My favorite way to accomplish balancing my home and school tasks is by using a tool called Google Keep.  Google Keep is a note taking app available on both Android and Apple devices as part of the Google family of products.  

As with their other applications, Keep is linked to your Gmail address and can be used on any device (computers, tablets, phones). Although there are many options for apps that can do the same functions, there are a few reasons that Keep has become my go-to tool:

  • Notes can be created that include text, lists, images and even audio
  • Notes are synced to your Google Drive and can be accessed from any device connected to your account
  • It allows for colorful design which supports visual organization and the ability to easily find specific notes. Think digital Post Its!

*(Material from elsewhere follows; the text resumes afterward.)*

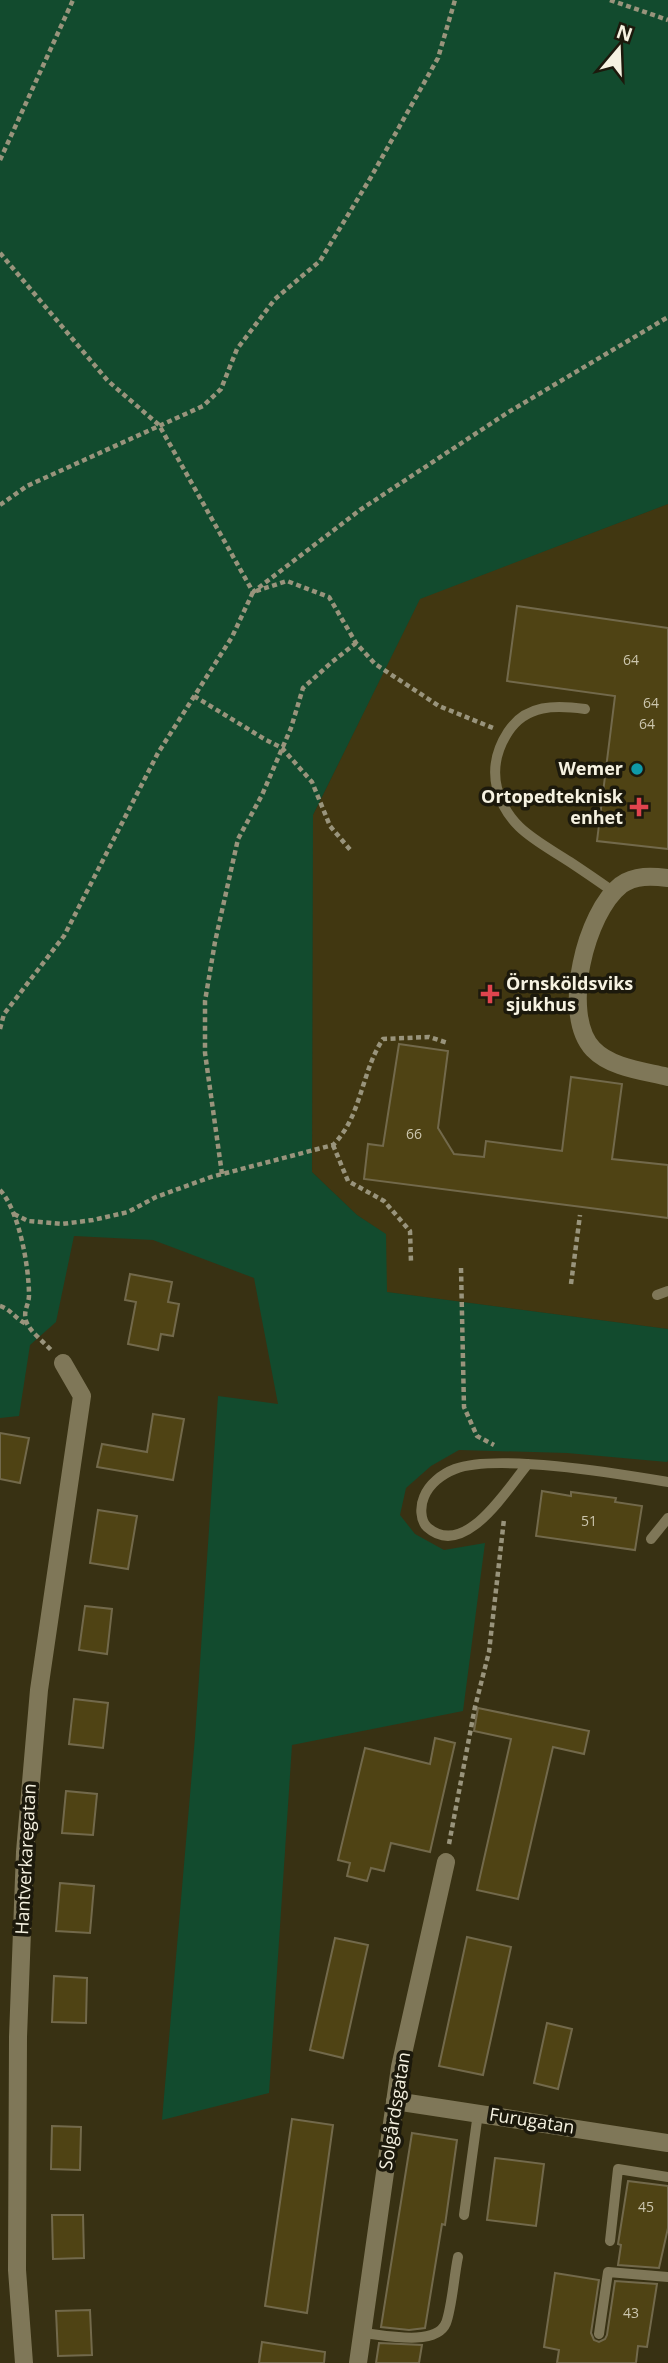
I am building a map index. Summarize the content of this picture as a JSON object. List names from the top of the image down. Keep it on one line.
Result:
{"streets":{"street":["Hantverkaregatan","Solgårdsgatan","Furugatan"]},"crossings":[["Solgårdsgatan","Furugatan"]],"places":{"other":["Wemer"],"health":["Ortopedteknisk enhet","Örnsköldsviks sjukhus"]},"house_numbers":["64","64","64","66","51","45","43"],"north":"top"}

Along with those reasons, Google Keep allows me to keep my duties at home and school together, but separate much like the physical spaces in my home. 

If you are craving a balance in your music teacher life too, here are my 8 tips for making Google Keep your go-to tool too!

8  Tips for Using Google Keep for Music Teachers

1. Turn your notes into checklists

Music teachers, whether teaching from home or school, wear a lot of different hats! You can keep track of all of these different responsibilities by turning any note you create into a checklist by adding a checkbox next to each item. 

Who doesn’t love the satisfaction of watching all of their tasks get smaller and smaller? You can do this by clicking the three dots at the bottom of your note to open additional options. Show checkboxes is one of the options that appears. 

Google Keep Checklists

2. Dictate your notes instead of typing

From your mobile device, you can dictate a new note just like you can dictate text messages. This allows you to quickly add notes in the middle of an online lesson or rehearsal once we are back in our normal classroom spaces. You can also use your Google home products to dictate notes too!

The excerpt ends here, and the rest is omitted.